Kering is feeling the full impact of the slump in the high-end designer fashion, jewelry and accessories business. Customers in the Far East and China in particular are holding back. In the important Asia-Pacific region, Kering's sales slumped by 30% in the third quarter. CEO François-Henri Pinault also shocked the markets with a profit warning. In 2024, Kering's operating result could almost halve to EUR 2.5 billion. The top manager had previously predicted a 30% drop in profit for the second half of 2024. From this, Reuters calculated a forecast annual result of just under EUR 3 billion. "We are undergoing a far-reaching transformation of the Group, particularly at Gucci - at a time when market conditions are unfavorable across the luxury sector," explained the CEO. Pinault has been at the helm of the group, which includes top brands such as Yves Saint Laurent, Balenciaga and Bottega Veneta in addition to Gucci, for almost 20 years.
Kering is having a tough time not only with customers, but also on the stock market. The share is trading more than a third below its level at the end of 2023. In November, Kering fell to its lowest level since the beginning of 2017. Recently, however, the French large cap was able to make up ground. At the beginning of December, Kering was on the winning side along with competitors such as LVMH, Prada and Richemont. Several research houses had previously expressed cautious optimism about the luxury sector. These included Deutsche Bank. Its analysts expect a change of favorites in 2025. Unlike in the past two years, luxury stocks could overtake those from the retail and sporting goods sectors. Deutsche Bank bases its assessment on the return of the buying mood in China. The government's economic stimulus package should bear fruit here. Meanwhile, the experts do not expect the possible new US tariffs to have a negative impact on the luxury segment. Kering is one of Deutsche Bank's favorites.

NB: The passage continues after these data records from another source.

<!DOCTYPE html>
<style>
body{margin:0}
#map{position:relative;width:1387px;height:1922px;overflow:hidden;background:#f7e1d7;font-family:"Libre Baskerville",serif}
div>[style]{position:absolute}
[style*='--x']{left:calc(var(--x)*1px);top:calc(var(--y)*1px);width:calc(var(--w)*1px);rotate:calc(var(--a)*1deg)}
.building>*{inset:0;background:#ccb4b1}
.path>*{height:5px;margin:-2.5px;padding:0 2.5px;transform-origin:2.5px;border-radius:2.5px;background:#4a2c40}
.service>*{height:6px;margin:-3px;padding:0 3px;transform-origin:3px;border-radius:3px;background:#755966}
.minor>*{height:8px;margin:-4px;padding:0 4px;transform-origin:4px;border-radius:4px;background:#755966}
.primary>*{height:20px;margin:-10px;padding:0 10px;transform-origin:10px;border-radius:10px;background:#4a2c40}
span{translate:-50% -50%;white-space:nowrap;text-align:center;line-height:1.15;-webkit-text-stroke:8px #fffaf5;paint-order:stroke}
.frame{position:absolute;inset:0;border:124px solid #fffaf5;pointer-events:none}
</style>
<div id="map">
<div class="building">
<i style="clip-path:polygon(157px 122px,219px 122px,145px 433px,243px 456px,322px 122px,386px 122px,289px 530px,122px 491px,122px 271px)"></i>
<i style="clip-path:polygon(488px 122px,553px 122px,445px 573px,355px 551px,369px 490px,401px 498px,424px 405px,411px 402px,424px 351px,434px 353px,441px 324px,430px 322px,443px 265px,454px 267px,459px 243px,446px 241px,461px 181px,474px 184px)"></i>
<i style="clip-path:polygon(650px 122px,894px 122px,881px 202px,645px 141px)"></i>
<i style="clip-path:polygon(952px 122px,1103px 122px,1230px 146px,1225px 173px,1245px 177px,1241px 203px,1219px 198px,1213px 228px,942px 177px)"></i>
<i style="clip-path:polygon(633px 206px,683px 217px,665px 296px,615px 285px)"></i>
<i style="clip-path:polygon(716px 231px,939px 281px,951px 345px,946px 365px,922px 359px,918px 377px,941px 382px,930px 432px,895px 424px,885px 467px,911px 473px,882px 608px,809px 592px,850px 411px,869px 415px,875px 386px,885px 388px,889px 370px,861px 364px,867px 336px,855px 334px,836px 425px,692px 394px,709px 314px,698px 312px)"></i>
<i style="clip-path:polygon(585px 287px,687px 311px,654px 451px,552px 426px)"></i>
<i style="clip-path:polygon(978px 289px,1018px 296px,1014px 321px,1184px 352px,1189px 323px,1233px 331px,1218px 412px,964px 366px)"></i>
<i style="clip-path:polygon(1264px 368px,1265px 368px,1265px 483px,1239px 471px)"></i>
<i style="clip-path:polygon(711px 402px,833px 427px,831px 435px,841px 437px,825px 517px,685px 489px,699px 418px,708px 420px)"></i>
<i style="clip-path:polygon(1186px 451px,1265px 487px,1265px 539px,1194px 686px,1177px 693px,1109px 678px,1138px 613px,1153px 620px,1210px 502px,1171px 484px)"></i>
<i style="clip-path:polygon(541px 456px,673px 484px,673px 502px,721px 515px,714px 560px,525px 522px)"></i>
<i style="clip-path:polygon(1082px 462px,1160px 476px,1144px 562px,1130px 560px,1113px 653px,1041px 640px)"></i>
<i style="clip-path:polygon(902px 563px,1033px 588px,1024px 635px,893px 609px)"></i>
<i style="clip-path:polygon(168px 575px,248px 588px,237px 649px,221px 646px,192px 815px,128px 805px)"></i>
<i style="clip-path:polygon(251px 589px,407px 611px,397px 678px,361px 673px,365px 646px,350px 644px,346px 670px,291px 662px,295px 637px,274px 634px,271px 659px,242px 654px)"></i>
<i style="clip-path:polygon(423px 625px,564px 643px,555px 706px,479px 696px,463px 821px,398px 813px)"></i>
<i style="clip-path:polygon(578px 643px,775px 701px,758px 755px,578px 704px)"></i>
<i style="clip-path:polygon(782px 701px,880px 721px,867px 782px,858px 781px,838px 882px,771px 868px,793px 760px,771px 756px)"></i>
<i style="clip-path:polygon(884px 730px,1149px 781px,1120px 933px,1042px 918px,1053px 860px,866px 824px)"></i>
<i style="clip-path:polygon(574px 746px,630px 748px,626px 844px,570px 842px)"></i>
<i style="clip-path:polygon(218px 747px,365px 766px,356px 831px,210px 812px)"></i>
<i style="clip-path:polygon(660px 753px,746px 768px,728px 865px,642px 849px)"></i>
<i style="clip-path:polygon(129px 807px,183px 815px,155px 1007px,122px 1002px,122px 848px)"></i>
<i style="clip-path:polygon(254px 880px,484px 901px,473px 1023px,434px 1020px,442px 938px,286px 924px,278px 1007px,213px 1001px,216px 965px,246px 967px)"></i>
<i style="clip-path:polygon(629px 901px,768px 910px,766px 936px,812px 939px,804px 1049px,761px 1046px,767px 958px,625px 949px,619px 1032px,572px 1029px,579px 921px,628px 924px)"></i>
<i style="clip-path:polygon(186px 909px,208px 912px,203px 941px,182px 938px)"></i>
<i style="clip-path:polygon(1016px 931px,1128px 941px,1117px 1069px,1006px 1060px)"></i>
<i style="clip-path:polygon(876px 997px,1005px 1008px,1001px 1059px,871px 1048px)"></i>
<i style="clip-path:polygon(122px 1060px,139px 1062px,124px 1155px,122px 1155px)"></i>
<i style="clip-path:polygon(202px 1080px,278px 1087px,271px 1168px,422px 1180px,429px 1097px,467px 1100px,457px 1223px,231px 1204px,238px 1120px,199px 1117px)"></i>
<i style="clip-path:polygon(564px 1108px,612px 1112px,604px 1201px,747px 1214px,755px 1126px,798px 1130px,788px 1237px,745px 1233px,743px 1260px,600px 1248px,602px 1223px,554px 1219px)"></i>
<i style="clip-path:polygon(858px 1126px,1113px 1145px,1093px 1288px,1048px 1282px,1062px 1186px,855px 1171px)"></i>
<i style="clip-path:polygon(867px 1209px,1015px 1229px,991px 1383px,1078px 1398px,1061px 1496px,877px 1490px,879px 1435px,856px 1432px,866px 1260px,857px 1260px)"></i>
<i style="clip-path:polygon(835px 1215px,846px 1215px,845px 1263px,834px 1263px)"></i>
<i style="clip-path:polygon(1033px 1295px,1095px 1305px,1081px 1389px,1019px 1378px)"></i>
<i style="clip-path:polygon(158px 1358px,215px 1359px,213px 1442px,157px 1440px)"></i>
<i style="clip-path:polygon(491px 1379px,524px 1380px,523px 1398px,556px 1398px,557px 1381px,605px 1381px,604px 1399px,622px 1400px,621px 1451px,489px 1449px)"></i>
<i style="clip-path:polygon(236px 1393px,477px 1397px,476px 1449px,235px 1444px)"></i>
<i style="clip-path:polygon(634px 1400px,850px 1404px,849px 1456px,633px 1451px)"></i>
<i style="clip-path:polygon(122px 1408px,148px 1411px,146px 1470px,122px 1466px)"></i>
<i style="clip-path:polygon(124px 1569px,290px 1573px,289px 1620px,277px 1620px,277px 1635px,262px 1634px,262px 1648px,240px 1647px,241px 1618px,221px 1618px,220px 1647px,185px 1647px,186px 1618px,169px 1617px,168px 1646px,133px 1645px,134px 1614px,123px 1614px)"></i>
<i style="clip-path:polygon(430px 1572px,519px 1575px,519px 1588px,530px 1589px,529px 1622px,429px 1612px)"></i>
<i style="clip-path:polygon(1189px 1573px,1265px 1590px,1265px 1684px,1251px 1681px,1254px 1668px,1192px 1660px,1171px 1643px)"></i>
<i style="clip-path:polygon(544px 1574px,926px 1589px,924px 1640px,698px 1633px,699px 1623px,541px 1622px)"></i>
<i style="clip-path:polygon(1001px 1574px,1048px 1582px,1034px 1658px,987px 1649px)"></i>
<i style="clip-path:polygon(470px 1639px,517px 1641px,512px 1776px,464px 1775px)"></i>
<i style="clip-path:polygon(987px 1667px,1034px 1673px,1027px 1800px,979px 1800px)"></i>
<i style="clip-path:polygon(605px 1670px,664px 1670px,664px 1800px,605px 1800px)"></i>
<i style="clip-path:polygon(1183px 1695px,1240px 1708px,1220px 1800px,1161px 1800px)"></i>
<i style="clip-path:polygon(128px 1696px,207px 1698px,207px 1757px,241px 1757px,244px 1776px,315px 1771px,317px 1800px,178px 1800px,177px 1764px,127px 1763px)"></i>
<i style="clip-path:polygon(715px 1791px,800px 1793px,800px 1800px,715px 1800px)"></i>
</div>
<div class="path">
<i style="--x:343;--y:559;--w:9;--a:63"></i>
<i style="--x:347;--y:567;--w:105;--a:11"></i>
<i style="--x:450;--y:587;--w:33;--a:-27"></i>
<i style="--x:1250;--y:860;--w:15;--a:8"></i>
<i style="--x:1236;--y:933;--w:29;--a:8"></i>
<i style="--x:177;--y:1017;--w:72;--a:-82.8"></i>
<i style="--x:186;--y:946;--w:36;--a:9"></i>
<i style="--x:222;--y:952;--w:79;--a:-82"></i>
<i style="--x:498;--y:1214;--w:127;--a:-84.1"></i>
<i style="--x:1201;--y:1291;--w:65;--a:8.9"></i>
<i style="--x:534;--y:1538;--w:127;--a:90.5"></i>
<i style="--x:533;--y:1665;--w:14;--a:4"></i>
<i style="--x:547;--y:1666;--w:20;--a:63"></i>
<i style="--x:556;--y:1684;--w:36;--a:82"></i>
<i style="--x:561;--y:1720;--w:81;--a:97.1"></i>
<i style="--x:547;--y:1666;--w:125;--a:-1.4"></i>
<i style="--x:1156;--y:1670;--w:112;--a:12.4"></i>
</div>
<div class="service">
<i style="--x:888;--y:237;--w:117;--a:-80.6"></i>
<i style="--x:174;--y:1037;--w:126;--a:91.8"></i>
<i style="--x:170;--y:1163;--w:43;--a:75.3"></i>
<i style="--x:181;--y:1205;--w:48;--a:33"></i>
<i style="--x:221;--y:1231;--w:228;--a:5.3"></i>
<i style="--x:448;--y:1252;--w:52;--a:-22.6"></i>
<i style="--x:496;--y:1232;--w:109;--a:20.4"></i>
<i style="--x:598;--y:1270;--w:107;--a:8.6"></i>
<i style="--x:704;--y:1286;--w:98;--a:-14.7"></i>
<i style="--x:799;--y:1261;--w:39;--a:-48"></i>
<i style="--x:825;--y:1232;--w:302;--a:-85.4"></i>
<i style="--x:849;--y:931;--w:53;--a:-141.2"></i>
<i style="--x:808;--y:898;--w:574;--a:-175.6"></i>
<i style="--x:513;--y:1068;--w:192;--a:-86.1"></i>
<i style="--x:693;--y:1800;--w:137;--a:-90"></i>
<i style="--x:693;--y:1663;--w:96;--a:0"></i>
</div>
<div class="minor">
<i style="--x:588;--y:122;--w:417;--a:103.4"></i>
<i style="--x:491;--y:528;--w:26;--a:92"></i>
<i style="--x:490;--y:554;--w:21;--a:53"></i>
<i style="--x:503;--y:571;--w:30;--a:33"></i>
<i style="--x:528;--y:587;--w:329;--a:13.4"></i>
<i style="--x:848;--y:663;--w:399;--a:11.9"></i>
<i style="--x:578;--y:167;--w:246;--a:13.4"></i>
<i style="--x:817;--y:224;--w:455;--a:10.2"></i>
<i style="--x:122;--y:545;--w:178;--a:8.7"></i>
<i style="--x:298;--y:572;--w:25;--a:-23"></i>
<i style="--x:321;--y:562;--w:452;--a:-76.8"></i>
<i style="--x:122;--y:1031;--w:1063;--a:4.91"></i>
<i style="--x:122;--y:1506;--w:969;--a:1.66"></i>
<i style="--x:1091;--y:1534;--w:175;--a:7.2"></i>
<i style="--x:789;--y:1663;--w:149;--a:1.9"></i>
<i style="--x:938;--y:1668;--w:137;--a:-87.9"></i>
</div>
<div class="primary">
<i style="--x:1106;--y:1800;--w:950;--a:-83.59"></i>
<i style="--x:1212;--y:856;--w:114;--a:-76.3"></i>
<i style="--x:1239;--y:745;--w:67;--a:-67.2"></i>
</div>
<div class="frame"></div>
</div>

Realignment after barrier breach
The positive rating, together with the recent price recovery, suggests that Kering should be given a "second chance". Investors whose portfolio includes the share via a barrier reverse convertible could also consider this. If the barrier has been breached and Kering has "worst performer" status, a rebound to the strike price is required. This is the only way to avoid losses. Recovery products offer an alternative to "wait and see". Among other things, Leonteq has issued several discount certificates with a European barrier on Kering. These structures trade well below par. As soon as the underlying ends the term above the barrier, investors receive the full nominal amount back. Depending on the structure, even a slight recovery in the battered luxury stock may be enough for the discount certificate to generate the maximum return. If this calculation does not work out and Kering is quoted at or below the barrier at expiry, shares are delivered in accordance with the exercise ratio. Leonteq has new callable BRCs on Kering for investors who would like to bet on the classic after the barrier event.